Heroes of the past: #3


The third hero in this informal series of postings was a very humble figure, one clearly not aspiring to fame - nor did he plan to be involved in what eventually propelled him to notoriety. His name was Telemakos, and he is credited with having ground the bloodshed inside Roman circuses to an absolute halt.

Telemakos lived at a time when the Roman emperors preferred to stifle opposition and discontentment within Roma proper by staging lavish festivals involving e.g. the crude, senseless butchering of human lives in front of an excited, frenzied crowd. The panem et circenses (bread and circus) strategy worked fabulously well in that the emperors managed to cling on to absolute power for hundreds of years.
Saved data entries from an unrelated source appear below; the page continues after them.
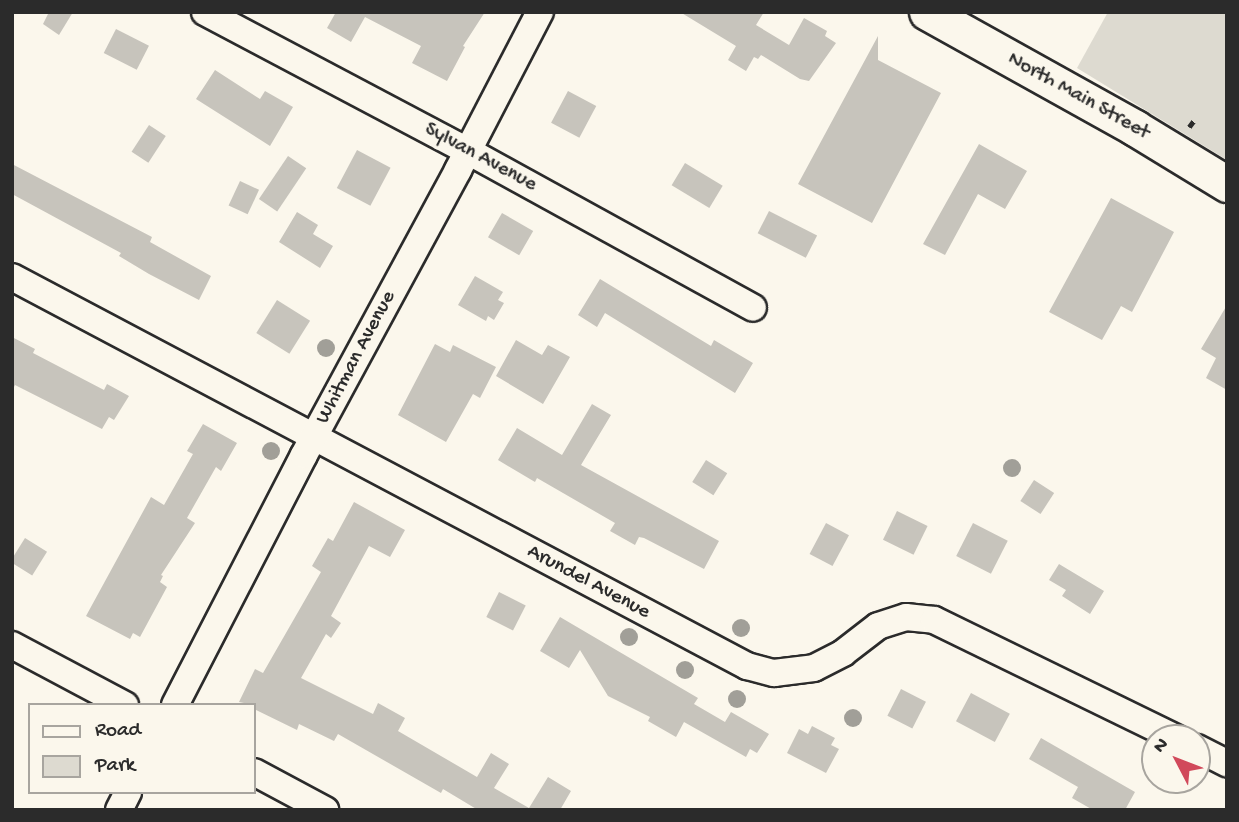 <!DOCTYPE html>
<html>
<head>
<meta charset="utf-8">
<style>
	body { margin:0 }
	#map { position:relative; width:1239px; height:822px; overflow:hidden; background:#fbf7ec; font-family:"Gochi Hand",sans-serif }
	div>[style] { position:absolute }
	.green>* { inset:0; background:#dddad0 }
	.building>* { inset:0; background:#c7c4bc; transform-origin:0 0 }
	.path>* { height:4.5px; margin-top:-2.25px; transform-origin:0; background:repeating-linear-gradient(90deg,#2b2b2b 0 7px,transparent 0 12px) }
	.roads { filter:drop-shadow(2px 0 #2b2b2b) drop-shadow(-2px 0 #2b2b2b) drop-shadow(0 2px #2b2b2b) drop-shadow(0 -2px #2b2b2b) }
	.minor>* { height:26px; margin:-13px; padding:0 13px; transform-origin:13px; border-radius:13px; background:#fbf7ec }
	.major>* { height:35px; margin:-17.5px; padding:0 17.5px; transform-origin:17.5px; border-radius:17.5px; background:#fbf7ec }
	.trees>* { width:18px; height:18px; margin:-9px; border-radius:50%; background:#a19f98 }
	span { translate:-50% -50%; white-space:nowrap; text-align:center; line-height:1.15; -webkit-text-stroke:7px #fbf7ec; paint-order:stroke }
	.street-label { font-size:21px; color:#2b2b2b }
	.frame { position:absolute; inset:0; border:14px solid #2b2b2b; pointer-events:none }
	.legend { position:absolute; left:28px; top:703px; width:228px; height:91px; box-sizing:border-box; background:#fbf7ec; border:2px solid #a8a59f; margin:0; padding:9px 12px; list-style:none; font-size:21px; color:#2b2b2b }
	.legend li { display:flex; align-items:center; gap:14px; height:35px }
	.legend b { width:35px; border:2px solid #a8a59f }
	.north { position:absolute; left:1141px; top:724px; width:70px; height:70px; box-sizing:border-box; background:#fbf7ec; border:2px solid #a8a59f; border-radius:50%; rotate:312deg; font-size:19px; font-weight:700; line-height:28px; text-align:center; color:#2b2b2b }
	.north::after { content:''; display:block; margin:auto; width:24px; height:32px; background:#d1495b; clip-path:polygon(50% 0,100% 100%,50% 72%,0 100%) }
</style>
</head>
<body>
<div id="map">
	<div class="green">
		<i style="clip-path:polygon(1108px 12px,1227px 12px,1227px 160px,1077px 68px)"></i>
	</div>
	<div class="building">
		<i style="clip-path:polygon(49px 12px,73px 12px,59px 35px,43px 24px)"></i>
		<i style="clip-path:polygon(336px 12px,485px 12px,463px 46px,465px 47px,447px 81px,412px 63px,421px 46px,365px 17px,351px 42px,327px 28px)"></i>
		<i style="clip-path:polygon(680px 12px,764px 12px,756px 25px,789px 45px,804px 18px,827px 31px,825px 36px,836px 43px,809px 81px,800px 79px,761px 55px,758px 59px,754px 57px,746px 71px,728px 60px,736px 46px)"></i>
		<i style="left:116px;top:29px;width:37px;height:27px;rotate:27deg"></i>
		<i style="clip-path:polygon(878px 36px,878px 60px,941px 93px,872px 223px,798px 184px)"></i>
		<i style="clip-path:polygon(215px 70px,260px 99px,265px 91px,293px 107px,270px 146px,196px 99px)"></i>
		<i style="left:568px;top:91px;width:32px;height:36px;rotate:28deg"></i>
		<i style="left:149px;top:125px;width:20px;height:32px;rotate:33deg"></i>
		<i style="clip-path:polygon(979px 144px,1027px 171px,1005px 209px,978px 194px,945px 255px,923px 244px)"></i>
		<i style="left:357px;top:150px;width:38px;height:43px;rotate:28deg"></i>
		<i style="left:288px;top:156px;width:22px;height:52px;rotate:34deg"></i>
		<i style="left:685px;top:163px;width:44px;height:26px;rotate:31deg"></i>
		<i style="clip-path:polygon(12px 164px,152px 237px,150px 242px,211px 276px,199px 300px,149px 274px,119px 256px,121px 253px,12px 194px)"></i>
		<i style="left:240px;top:181px;width:21px;height:27px;rotate:25deg"></i>
		<i style="clip-path:polygon(1111px 198px,1174px 232px,1132px 312px,1121px 306px,1102px 340px,1049px 312px)"></i>
		<i style="left:769px;top:211px;width:54px;height:25px;rotate:27deg"></i>
		<i style="clip-path:polygon(297px 212px,318px 225px,313px 234px,333px 246px,320px 268px,279px 242px)"></i>
		<i style="left:502px;top:213px;width:36px;height:28px;rotate:30deg"></i>
		<i style="clip-path:polygon(475px 276px,503px 292px,498px 300px,504px 303px,494px 320px,488px 316px,486px 321px,458px 305px)"></i>
		<i style="clip-path:polygon(600px 279px,711px 346px,714px 340px,753px 363px,735px 393px,605px 313px,597px 327px,578px 315px)"></i>
		<i style="left:277px;top:300px;width:39px;height:39px;rotate:32deg"></i>
		<i style="clip-path:polygon(1227px 305px,1227px 390px,1206px 378px,1216px 358px,1201px 349px)"></i>
		<i style="clip-path:polygon(12px 337px,35px 349px,33px 353px,104px 390px,107px 384px,129px 396px,114px 420px,109px 417px,102px 429px,15px 385px,12px 391px)"></i>
		<i style="clip-path:polygon(516px 340px,542px 355px,548px 345px,570px 357px,543px 404px,496px 376px)"></i>
		<i style="clip-path:polygon(435px 344px,450px 352px,453px 345px,496px 367px,480px 398px,473px 394px,446px 442px,398px 415px)"></i>
		<i style="clip-path:polygon(592px 404px,611px 415px,581px 465px,719px 541px,704px 569px,644px 538px,639px 537px,635px 545px,610px 531px,615px 523px,537px 478px,535px 482px,498px 460px,517px 428px,562px 455px)"></i>
		<i style="clip-path:polygon(203px 424px,237px 443px,221px 471px,216px 467px,187px 518px,195px 523px,161px 575px,163px 576px,160px 582px,167px 587px,140px 637px,133px 633px,130px 639px,86px 616px,151px 497px,164px 505px,193px 454px,187px 451px)"></i>
		<i style="left:706px;top:460px;width:25px;height:26px;rotate:32deg"></i>
		<i style="left:1034px;top:480px;width:24px;height:25px;rotate:33deg"></i>
		<i style="clip-path:polygon(354px 502px,405px 530px,390px 557px,369px 546px,331px 616px,341px 623px,331px 638px,326px 634px,301px 678px,373px 714px,378px 703px,405px 718px,398px 731px,477px 777px,491px 753px,509px 764px,494px 788px,529px 808px,548px 777px,571px 791px,560px 810px,478px 810px,443px 789px,441px 793px,338px 734px,334px 741px,299px 724px,297px 730px,254px 709px,254px 705px,239px 702px,255px 669px,263px 673px,321px 572px,312px 566px,328px 538px,333px 541px)"></i>
		<i style="left:897px;top:511px;width:34px;height:32px;rotate:26deg"></i>
		<i style="left:826px;top:523px;width:26px;height:35px;rotate:28deg"></i>
		<i style="left:973px;top:523px;width:39px;height:37px;rotate:27deg"></i>
		<i style="left:25px;top:538px;width:26px;height:28px;rotate:32deg"></i>
		<i style="clip-path:polygon(1059px 564px,1104px 591px,1090px 614px,1062px 596px,1066px 590px,1049px 580px)"></i>
		<i style="left:499px;top:592px;width:30px;height:28px;rotate:27deg"></i>
		<i style="clip-path:polygon(560px 617px,698px 698px,694px 704px,725px 722px,731px 712px,769px 734px,757px 753px,750px 749px,746px 757px,684px 722px,676px 737px,648px 721px,650px 717px,608px 696px,580px 650px,569px 668px,540px 651px)"></i>
		<i style="left:901px;top:689px;width:28px;height:30px;rotate:27deg"></i>
		<i style="left:971px;top:693px;width:44px;height:32px;rotate:28deg"></i>
		<i style="clip-path:polygon(812px 726px,835px 738px,831px 745px,839px 749px,826px 773px,787px 753px,799px 729px,808px 734px)"></i>
		<i style="clip-path:polygon(1041px 738px,1135px 792px,1125px 810px,1093px 810px,1072px 798px,1078px 787px,1029px 759px)"></i>
	</div>
	<div class="path">
		<i style="left:1189px;top:127px;width:10px;rotate:-53deg"></i>
	</div>
	<div class="roads">
		<div class="minor">
			<i style="left:205px;top:12px;width:297px;rotate:27.9deg"></i>
			<i style="left:468px;top:151px;width:325px;rotate:28.8deg"></i>
			<i style="left:12px;top:277px;width:832px;rotate:27.89deg"></i>
			<i style="left:747px;top:666px;width:28px;rotate:15deg"></i>
			<i style="left:774px;top:673px;width:40px;rotate:-7.1deg"></i>
			<i style="left:814px;top:668px;width:33px;rotate:-27deg"></i>
			<i style="left:843px;top:653px;width:44px;rotate:-37.6deg"></i>
			<i style="left:878px;top:626px;width:29px;rotate:-18deg"></i>
			<i style="left:906px;top:617px;width:28px;rotate:6deg"></i>
			<i style="left:934px;top:620px;width:269px;rotate:26deg"></i>
			<i style="left:12px;top:645px;width:128px;rotate:28deg"></i>
			<i style="left:175px;top:705px;width:281px;rotate:-62.7deg"></i>
			<i style="left:304px;top:455px;width:324px;rotate:-61.6deg"></i>
			<i style="left:458px;top:170px;width:178px;rotate:-62.6deg"></i>
			<i style="left:1197px;top:748px;width:34px;rotate:27deg"></i>
			<i style="left:254px;top:772px;width:81px;rotate:28.2deg"></i>
			<i style="left:119px;top:810px;width:20px;rotate:-63deg"></i>
		</div>
		<div class="major">
			<i style="left:927px;top:12px;width:238px;rotate:29.1deg"></i>
			<i style="left:1135px;top:128px;width:108px;rotate:31.3deg"></i>
		</div>
	</div>
	<div class="trees">
		<i style="left:326px;top:348px"></i>
		<i style="left:271px;top:451px"></i>
		<i style="left:1012px;top:468px"></i>
		<i style="left:741px;top:628px"></i>
		<i style="left:629px;top:637px"></i>
		<i style="left:685px;top:670px"></i>
		<i style="left:737px;top:699px"></i>
		<i style="left:853px;top:718px"></i>
	</div>
	<div class="street-label">
		<span style="left:1078px;top:97px;rotate:29deg">North Main Street</span>
		<span style="left:480px;top:158px;rotate:28deg">Sylvan Avenue</span>
		<span style="left:357px;top:358px;rotate:-62deg">Whitman Avenue</span>
		<span style="left:588px;top:583px;rotate:28deg">Arundel Avenue</span>
	</div>
	<div class="frame"></div>
	<ul class="legend">
	<li><b style="height:9px;background:#fbf7ec"></b>Road</li>
	<li><b style="height:19px;background:#dddad0"></b>Park</li>
	</ul>
	<div class="north">N</div>
</div>
</body>
</html>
One the eve of one of these less than refined festivals, our hero found himself vacuumed into the circus arena by the massive crowd bent on enjoying another spectacle of manslaughter. Absolutely in the blue as to what to expect, once inside Telemakos gave up any attempt of escape and quietly found himself a seat some distance away from where the action was to take place.

The spectators had come to see blood, and they got what they longed for. Within a matter of minutes Telemakos was the helpless witness to murder on demand, one lifeless, battered and bloodied body heaped upon the other. His tiny voice of horrified protest drowned in the deafening roar of the agitated crowd. What could he do? Just look at this sickening thing?

No one noticed him at first, too preoccupied with the carnage going on inside the ring. But all of a sudden, almost lightning-struck, people craned their necks barely half-believing what their eyes were telling them: a small man was venturing into the melee of fighting, hands raist in protest.
But presenting himself as an easy target, Telemakos was soon pierced by a gladiator's sword, his body collapsing onto the arena floor.

Somehow the spell was finally broken. In an instant it seemed that the ordinary citizen, so accustomed to lives being thrown away, so numbed by the repeated vision of blood mingled with sand, at long last recognized this atrocity for what it was: men, created in the image of God, sacrificed for absolutely no reason at all.

Telemakos died, and in so doing, saved thousands from having to experience the same fate. Soon the Roman authorities would outlaw such brutality as a common form of entertainment.